I flick hurriedly through the pages of the dictionary whilst I stand in the bath demonstrating. ‘Long’ I say, pointing as I say it to the shower lead.

I search frantically for shower head holder. It’s not included in the concise dictionary.  I settle for to hold.

So we have: shower long to hold.

I add the Indonesian for to buy.

Should be enough right? You get what I’m getting at don’t you?

Wayan says something. I recognize the word Nyoman – his sister in law who lives behind us – who speaks an iota more English. I run around to her house and explain that I’d like Wayan to buy me a longer shower lead and then drill in a shower head holder over the bath. It’s not rocket science.  Don’t ask why I’m not doing this myself. I urgh, have no clue where to locate the parts, there not being a Homebase in the vicinity and who’s going to put me in charge of a drill? And we’re paying Wayan and all he’s doing currently is draining the pond every day and filling it up again. I stopped him from burning the rubbish – his only other job – and installed some expensive recycling bins, which get collected weekly, so he doesn’t even have this job to do anymore. (The only waste we now have is compost and this gets fed to our pembantu’s pig. How’s that for green?)

Anyway Nyoman says something like ok, ok, sorted.

I go home.

Five minutes later an out of breath Nyoman arrives. Not Nyoman who lives behind us who I’ve just spoken to but Nyoman a man, husband of our landlady. It’s confusing I know.

‘Is there problem with shower?’ he asks.

‘God no,’ I say, ‘tidak problem. Just um, we need longer lead for shower (you get in the habit of dropping pronouns after a while) so if people want shower in  bath they can have one.’
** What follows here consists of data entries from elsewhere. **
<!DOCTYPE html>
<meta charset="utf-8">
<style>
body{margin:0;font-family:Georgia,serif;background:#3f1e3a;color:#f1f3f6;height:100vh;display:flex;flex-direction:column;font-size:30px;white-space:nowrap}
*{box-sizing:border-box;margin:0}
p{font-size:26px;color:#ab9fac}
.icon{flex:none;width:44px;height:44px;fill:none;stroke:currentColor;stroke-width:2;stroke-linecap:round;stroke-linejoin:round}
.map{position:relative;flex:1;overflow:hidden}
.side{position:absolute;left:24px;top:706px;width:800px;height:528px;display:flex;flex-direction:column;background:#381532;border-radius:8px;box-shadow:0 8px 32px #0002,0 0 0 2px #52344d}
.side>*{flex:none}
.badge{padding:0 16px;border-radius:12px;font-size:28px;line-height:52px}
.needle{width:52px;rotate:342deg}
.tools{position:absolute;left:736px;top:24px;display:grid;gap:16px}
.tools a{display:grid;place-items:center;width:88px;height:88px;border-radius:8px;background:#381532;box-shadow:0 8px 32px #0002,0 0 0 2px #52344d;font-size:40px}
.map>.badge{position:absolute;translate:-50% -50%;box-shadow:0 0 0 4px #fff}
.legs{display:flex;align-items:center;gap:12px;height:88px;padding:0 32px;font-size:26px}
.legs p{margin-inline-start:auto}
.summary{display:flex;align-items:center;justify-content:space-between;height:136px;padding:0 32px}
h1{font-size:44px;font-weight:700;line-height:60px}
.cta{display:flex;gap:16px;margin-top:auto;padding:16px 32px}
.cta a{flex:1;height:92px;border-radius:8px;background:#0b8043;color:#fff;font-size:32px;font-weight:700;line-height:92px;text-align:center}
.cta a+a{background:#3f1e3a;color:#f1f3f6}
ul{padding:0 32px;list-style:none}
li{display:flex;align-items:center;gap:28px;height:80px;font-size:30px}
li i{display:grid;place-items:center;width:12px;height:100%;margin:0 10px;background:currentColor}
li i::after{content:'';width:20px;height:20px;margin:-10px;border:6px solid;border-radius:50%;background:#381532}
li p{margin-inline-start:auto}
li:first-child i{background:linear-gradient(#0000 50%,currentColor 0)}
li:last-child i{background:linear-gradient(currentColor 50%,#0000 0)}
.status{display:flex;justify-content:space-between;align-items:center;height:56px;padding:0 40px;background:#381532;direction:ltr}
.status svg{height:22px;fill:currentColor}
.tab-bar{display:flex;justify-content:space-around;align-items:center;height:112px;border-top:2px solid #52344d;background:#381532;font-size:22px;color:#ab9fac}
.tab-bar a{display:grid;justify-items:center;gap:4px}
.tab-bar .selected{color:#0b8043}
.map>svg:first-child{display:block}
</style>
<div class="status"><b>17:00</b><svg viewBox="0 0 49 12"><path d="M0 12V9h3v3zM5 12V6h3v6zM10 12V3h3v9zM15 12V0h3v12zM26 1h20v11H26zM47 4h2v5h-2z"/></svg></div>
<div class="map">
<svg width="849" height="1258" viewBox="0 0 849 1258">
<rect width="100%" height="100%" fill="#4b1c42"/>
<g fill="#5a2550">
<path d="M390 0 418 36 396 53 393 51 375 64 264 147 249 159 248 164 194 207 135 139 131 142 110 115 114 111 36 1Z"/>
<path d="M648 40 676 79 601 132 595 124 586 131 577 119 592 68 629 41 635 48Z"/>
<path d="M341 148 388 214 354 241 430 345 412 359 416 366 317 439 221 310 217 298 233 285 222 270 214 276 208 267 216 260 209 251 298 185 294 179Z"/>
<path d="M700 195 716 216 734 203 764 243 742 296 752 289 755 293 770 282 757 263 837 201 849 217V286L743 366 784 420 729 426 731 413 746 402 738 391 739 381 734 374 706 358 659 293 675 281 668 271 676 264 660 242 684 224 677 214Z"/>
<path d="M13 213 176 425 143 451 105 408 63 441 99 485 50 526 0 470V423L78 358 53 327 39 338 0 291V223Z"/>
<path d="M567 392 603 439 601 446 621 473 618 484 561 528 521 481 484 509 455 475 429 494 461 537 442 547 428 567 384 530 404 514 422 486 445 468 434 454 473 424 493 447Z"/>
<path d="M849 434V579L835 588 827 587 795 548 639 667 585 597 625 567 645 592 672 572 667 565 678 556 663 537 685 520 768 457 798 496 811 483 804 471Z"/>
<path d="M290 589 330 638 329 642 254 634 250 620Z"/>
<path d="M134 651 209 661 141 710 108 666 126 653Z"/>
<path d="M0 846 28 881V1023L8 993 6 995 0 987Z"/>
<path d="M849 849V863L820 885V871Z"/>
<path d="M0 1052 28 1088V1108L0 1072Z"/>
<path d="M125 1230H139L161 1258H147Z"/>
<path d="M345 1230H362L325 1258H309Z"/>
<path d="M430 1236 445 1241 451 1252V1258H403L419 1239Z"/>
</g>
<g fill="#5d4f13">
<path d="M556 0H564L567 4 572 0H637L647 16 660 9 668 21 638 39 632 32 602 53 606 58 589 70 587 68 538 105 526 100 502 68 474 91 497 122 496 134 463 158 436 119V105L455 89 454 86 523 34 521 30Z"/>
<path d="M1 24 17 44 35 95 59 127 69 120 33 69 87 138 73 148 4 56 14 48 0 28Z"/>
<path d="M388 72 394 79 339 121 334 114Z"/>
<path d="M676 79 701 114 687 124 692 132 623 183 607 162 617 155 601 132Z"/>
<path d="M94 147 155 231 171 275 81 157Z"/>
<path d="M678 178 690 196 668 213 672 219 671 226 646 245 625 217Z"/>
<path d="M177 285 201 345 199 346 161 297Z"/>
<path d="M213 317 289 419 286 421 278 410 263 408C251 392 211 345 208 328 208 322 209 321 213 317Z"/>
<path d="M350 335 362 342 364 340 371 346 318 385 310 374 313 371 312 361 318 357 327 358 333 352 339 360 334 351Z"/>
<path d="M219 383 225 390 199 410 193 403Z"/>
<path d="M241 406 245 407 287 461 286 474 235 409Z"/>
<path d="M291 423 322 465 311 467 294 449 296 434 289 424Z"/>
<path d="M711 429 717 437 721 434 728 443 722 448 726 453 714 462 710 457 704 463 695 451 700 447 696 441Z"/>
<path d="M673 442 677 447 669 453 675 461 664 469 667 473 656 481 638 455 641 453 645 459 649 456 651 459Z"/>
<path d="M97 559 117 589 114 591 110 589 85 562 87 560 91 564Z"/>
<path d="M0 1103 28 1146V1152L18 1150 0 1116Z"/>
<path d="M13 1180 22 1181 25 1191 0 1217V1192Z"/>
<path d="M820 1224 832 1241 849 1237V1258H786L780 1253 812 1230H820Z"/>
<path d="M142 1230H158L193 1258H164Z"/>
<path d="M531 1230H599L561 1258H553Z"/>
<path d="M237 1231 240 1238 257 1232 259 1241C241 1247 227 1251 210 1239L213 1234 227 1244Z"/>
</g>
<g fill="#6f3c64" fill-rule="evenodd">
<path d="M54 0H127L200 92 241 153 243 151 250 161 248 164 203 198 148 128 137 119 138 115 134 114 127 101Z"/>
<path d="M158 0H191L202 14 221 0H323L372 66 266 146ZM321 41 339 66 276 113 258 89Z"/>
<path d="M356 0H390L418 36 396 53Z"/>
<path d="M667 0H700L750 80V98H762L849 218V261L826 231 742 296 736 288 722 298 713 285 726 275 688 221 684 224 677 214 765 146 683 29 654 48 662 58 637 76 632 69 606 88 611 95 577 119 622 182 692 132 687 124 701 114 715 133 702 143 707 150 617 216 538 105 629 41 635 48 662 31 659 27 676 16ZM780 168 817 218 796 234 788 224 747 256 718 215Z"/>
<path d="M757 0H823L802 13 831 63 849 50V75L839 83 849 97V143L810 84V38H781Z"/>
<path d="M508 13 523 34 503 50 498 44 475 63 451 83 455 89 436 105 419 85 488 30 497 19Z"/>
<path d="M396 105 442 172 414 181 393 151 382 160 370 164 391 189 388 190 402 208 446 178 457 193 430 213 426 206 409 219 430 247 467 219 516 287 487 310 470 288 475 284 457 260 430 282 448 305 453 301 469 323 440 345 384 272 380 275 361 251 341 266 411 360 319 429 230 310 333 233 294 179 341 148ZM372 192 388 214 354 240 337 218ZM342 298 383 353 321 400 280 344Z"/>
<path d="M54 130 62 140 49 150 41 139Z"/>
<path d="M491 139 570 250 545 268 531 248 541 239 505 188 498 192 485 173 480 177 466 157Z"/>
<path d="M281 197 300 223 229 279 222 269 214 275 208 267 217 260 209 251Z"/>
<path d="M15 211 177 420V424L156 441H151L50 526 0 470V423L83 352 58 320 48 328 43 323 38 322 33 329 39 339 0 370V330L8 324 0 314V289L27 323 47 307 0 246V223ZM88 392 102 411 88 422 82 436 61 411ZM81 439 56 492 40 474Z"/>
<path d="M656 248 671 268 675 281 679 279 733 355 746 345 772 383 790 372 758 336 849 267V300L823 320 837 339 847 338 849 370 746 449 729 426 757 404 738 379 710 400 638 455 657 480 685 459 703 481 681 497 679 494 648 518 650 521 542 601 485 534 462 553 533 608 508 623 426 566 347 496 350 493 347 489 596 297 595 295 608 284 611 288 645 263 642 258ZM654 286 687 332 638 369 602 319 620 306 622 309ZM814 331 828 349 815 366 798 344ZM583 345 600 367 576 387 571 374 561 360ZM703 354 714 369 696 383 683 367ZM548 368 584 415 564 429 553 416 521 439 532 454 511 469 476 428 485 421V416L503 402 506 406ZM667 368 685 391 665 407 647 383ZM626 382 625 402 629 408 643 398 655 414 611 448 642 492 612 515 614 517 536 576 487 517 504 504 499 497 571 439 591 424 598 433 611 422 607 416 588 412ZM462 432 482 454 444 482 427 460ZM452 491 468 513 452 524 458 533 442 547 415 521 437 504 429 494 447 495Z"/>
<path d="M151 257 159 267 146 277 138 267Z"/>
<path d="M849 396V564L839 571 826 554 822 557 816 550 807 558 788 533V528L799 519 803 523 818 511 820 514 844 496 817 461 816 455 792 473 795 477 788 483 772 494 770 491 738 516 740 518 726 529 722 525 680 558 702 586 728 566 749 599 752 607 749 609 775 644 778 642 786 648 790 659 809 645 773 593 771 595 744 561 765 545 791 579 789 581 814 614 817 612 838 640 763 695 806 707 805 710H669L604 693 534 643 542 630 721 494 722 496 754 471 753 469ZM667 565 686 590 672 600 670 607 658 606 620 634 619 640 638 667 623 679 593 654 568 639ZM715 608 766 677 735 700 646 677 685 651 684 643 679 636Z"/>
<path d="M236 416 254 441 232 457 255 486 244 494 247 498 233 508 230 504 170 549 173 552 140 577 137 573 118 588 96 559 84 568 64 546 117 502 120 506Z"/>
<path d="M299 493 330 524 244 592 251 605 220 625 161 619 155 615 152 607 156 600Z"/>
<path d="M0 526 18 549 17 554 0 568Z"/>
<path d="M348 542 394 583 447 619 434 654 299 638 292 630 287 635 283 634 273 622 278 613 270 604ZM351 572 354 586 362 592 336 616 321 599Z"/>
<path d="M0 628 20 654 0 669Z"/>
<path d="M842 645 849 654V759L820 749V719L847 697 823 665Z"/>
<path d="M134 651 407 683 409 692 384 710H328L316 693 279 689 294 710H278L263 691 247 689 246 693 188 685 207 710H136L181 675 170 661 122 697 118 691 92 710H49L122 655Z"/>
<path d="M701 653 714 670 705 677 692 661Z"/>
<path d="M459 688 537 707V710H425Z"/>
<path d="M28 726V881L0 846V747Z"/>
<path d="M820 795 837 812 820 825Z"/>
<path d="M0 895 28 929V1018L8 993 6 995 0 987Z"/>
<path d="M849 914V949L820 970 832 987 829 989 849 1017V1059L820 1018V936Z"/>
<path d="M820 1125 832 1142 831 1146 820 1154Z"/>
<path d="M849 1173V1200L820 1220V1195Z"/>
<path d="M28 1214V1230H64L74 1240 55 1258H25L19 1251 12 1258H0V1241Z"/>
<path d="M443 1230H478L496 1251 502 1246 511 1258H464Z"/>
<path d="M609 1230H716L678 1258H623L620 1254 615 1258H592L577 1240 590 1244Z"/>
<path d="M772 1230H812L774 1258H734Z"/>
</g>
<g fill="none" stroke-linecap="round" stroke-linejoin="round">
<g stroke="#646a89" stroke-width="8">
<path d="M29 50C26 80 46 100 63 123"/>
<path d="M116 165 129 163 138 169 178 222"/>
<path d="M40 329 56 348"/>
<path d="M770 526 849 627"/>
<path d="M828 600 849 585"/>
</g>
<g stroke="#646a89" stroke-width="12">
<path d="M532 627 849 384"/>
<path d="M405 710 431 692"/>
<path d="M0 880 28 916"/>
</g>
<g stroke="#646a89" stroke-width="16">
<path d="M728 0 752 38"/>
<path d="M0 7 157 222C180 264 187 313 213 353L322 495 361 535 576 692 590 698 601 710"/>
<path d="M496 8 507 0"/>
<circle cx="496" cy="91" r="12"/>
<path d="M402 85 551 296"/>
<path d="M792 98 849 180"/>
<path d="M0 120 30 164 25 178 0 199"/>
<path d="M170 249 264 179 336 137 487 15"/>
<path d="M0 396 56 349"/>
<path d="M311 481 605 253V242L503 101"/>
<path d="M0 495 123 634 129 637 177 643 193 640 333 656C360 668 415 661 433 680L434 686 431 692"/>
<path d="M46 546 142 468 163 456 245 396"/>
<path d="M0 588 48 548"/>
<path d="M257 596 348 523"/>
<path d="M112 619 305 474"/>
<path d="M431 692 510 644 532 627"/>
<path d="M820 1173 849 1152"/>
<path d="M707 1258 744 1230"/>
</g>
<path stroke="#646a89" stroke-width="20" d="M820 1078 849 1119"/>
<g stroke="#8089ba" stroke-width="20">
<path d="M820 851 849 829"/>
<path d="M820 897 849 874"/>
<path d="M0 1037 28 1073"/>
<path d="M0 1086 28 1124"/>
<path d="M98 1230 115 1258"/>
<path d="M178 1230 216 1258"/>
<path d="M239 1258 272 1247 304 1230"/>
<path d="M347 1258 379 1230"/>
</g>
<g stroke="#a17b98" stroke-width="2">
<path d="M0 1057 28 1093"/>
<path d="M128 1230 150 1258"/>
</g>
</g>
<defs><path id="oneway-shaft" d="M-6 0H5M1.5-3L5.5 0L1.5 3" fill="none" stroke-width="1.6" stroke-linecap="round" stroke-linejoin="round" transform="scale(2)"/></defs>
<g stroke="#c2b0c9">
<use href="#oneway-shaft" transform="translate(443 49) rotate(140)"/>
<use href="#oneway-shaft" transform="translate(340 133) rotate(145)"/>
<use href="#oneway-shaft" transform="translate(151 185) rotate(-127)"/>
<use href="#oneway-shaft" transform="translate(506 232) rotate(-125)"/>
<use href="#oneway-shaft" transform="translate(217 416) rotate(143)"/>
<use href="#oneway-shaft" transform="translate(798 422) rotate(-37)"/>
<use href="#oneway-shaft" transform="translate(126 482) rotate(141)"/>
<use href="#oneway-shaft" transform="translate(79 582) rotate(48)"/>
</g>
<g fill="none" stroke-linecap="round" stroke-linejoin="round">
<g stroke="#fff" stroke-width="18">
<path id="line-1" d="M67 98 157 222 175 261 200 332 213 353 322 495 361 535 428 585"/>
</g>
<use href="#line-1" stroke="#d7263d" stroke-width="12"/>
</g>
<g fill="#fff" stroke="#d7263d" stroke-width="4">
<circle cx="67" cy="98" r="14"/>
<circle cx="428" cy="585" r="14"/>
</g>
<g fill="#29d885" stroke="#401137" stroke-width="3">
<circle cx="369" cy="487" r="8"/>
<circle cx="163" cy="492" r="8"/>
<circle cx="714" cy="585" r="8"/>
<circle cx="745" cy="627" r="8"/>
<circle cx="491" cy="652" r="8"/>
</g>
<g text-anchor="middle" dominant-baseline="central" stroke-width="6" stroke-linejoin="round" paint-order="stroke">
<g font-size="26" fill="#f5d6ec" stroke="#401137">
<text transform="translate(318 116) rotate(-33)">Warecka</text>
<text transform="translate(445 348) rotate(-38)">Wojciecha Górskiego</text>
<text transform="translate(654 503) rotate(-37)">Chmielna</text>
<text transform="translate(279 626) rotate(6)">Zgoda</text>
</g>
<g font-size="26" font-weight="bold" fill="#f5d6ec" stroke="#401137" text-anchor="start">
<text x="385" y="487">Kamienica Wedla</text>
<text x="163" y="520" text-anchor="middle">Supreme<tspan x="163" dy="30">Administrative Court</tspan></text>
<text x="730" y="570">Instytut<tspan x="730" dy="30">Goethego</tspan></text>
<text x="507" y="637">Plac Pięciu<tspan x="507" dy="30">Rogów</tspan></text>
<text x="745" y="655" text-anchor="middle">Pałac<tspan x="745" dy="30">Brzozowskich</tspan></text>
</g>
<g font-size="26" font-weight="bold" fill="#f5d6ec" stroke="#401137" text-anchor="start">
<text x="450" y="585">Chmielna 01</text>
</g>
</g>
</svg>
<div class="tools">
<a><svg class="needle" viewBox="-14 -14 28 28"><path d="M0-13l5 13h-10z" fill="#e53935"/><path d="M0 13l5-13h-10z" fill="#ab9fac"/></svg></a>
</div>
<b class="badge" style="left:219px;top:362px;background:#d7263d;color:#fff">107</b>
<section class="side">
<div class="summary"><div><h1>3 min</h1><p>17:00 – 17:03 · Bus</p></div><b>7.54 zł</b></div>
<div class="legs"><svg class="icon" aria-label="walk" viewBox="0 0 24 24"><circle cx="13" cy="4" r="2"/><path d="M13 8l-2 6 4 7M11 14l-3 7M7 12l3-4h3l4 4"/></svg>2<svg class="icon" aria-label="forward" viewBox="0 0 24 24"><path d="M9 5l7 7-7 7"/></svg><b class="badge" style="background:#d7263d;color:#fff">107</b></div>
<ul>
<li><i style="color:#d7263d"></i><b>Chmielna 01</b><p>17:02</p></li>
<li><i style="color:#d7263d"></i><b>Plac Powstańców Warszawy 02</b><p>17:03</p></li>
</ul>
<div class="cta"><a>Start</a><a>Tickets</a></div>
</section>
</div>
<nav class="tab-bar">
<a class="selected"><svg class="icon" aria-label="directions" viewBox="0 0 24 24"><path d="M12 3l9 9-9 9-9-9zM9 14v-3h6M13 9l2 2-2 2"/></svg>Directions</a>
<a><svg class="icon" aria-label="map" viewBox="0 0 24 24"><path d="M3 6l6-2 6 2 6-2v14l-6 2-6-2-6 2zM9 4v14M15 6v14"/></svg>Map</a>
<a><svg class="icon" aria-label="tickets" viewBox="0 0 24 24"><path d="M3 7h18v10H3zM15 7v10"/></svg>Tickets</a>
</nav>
‘Aahhhhh ok,’ he says and disappears off.

Ten minutes later Made arrives (not the old nanny, the landlady) and says, ‘What’s the matter with the shower? Is it broken?’

I bury my head in my hands.

The time has come to learn Indonesian. Or at least a little bit more than shower. Hold. Long. To buy.

There are two alternatives but not prepared to go there: learn better mime skills or learn DIY.